Flutter allows for calling a specific method of the native interface of the given platform using the, so called, Method channel. The Flutter app (client) sends a message with the request to the native part of the app (host). If the host knows the message, it manages the request and returns an answer. For this to be correctly served, both the client and the host have to implement the same message protocol.

Source: https://flutter.io/platform-channels/

As you can see from the diagram, using Method channel you can call any service of the native platform or a service that is offered by third party libraries. It’s also one of the ways to implement a service using the platform-specific services that Flutter doesn’t support. This is useful when, for example, you don’t have a library with the requested service available for Flutter but it exists as a library for Android and iOS.
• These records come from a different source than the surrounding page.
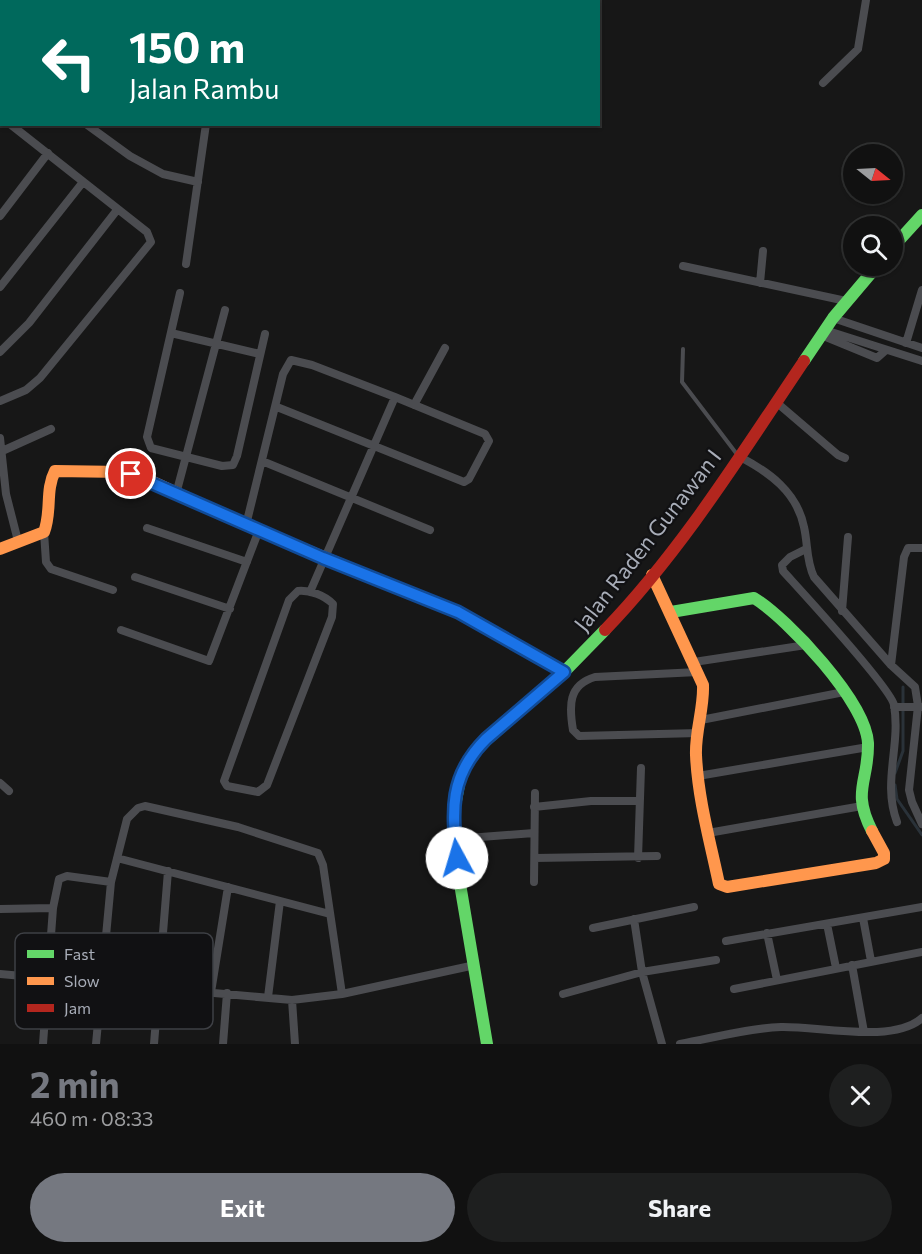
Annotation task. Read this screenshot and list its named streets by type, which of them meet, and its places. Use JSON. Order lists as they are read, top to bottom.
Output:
{
  "streets": {
    "main road": ["Jalan Raden Gunawan I"]
  },
  "legend": ["Fast", "Slow", "Jam"],
  "north": "right",
  "page": {
    "turn": ["150 m", "Jalan Rambu"],
    "heading": ["2 min", "460 m · 08:33"],
    "buttons": ["Exit", "Share"]
  }
}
Let’s see this in action using an example scenario when you want to find out the battery status of your device. As Flutter supports the creation of the platform-specific parts of the source code even in Kotlin for Android parts, and in Swift for iOS parts, we used these languages for our examples.

Client

The client sends a request about the battery status and displays the formatted result in the middle of the screen upon its reception. The message processing is asynchronous so the state of the battery can be displayed only after the result is received. In the example you can see one of the possible methods of processing such asynchronous calls.

An important part is the construction of the MethodChannel object that awaits in the parameter of the constructor for the name of the channel that is being created. On the host side, you can connect the host and the client using the this name. In order for the client and host to communicate, they need to use the same channel as well as send and expect to receive messages of the same type. The invokeMethod() method is used for defining the message type (in the parameter of the method).
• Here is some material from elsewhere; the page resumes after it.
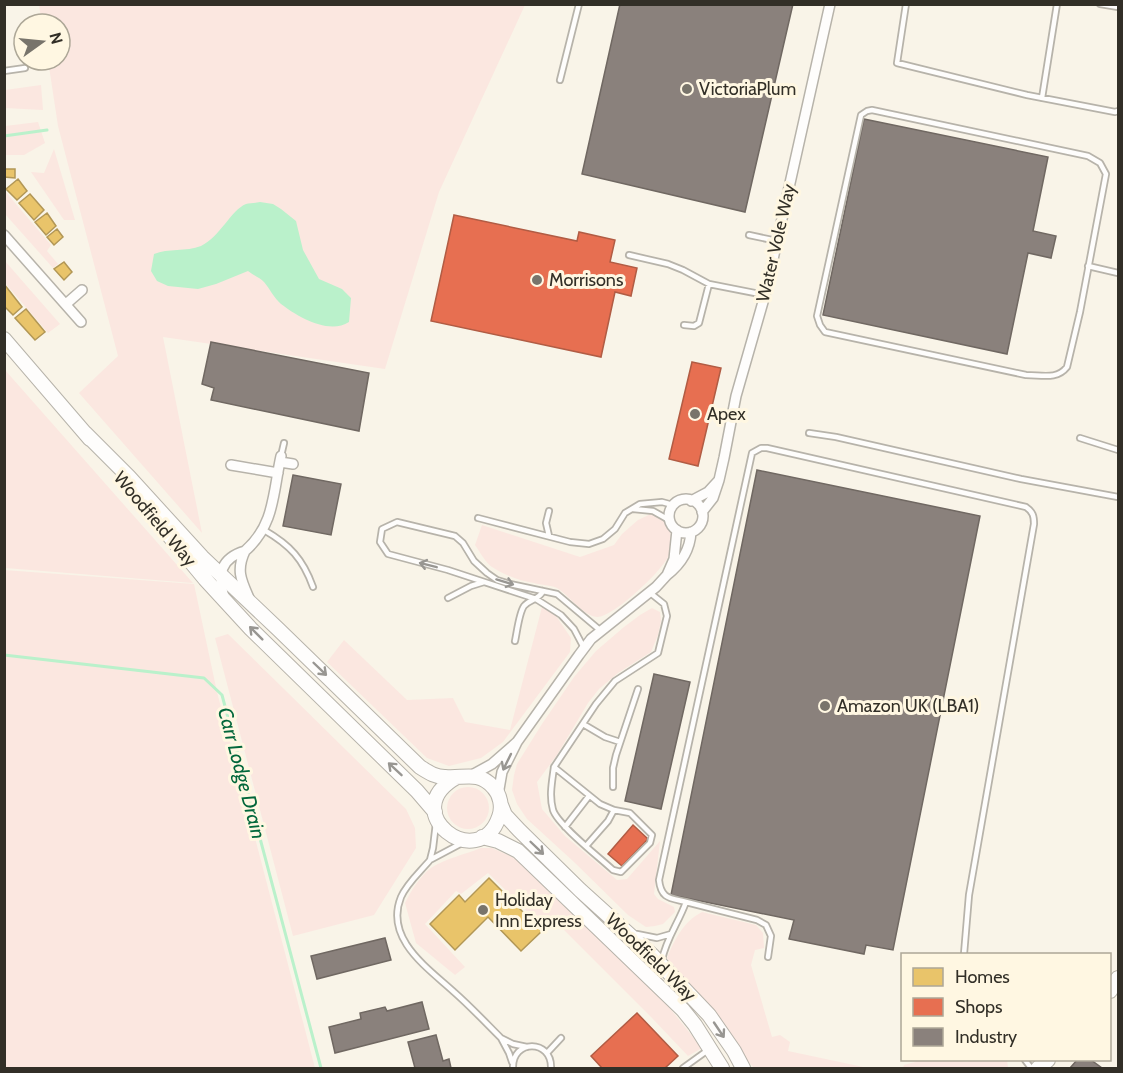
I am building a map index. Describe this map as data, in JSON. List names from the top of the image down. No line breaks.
{"streets":{"street":["Water Vole Way","Woodfield Way"]},"water":["Carr Lodge Drain"],"places":["VictoriaPlum","Morrisons","Apex","Amazon UK (LBA1)","Holiday Inn Express"],"legend":["Homes","Shops","Industry"],"north":"right"}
The main.dart file in the lib directory should then look like this:

const platform = const MethodChannel('battery');

void main() {
  platform
      .invokeMethod('getBatteryLevel') // sends message with request 'getBatteryLevel'
      .then((result) => 'Battery level at $result %.')
      .catchError((error) => "Failed to get battery level: '${error.message}'.")
      .then((msg) => runApp(new Center(
            child: new Text(
              msg,
              textDirection: TextDirection.ltr,
            ),
          )));
}

Host

It is important that the host registers the handler on the same channel that was defined on the client’s side. After receiving a specific message type, that can be determined by call.method, you can perform the requested operation and save the result in the result object.

The MainActivy.kt file in the android/app/src/main/kotlin/package_name directory should then look like this:

class MainActivity : FlutterActivity() {
    private val CHANNEL = "battery"

    override fun onCreate(savedInstanceState: Bundle?) {
        super.onCreate(savedInstanceState)
        GeneratedPluginRegistrant.registerWith(this)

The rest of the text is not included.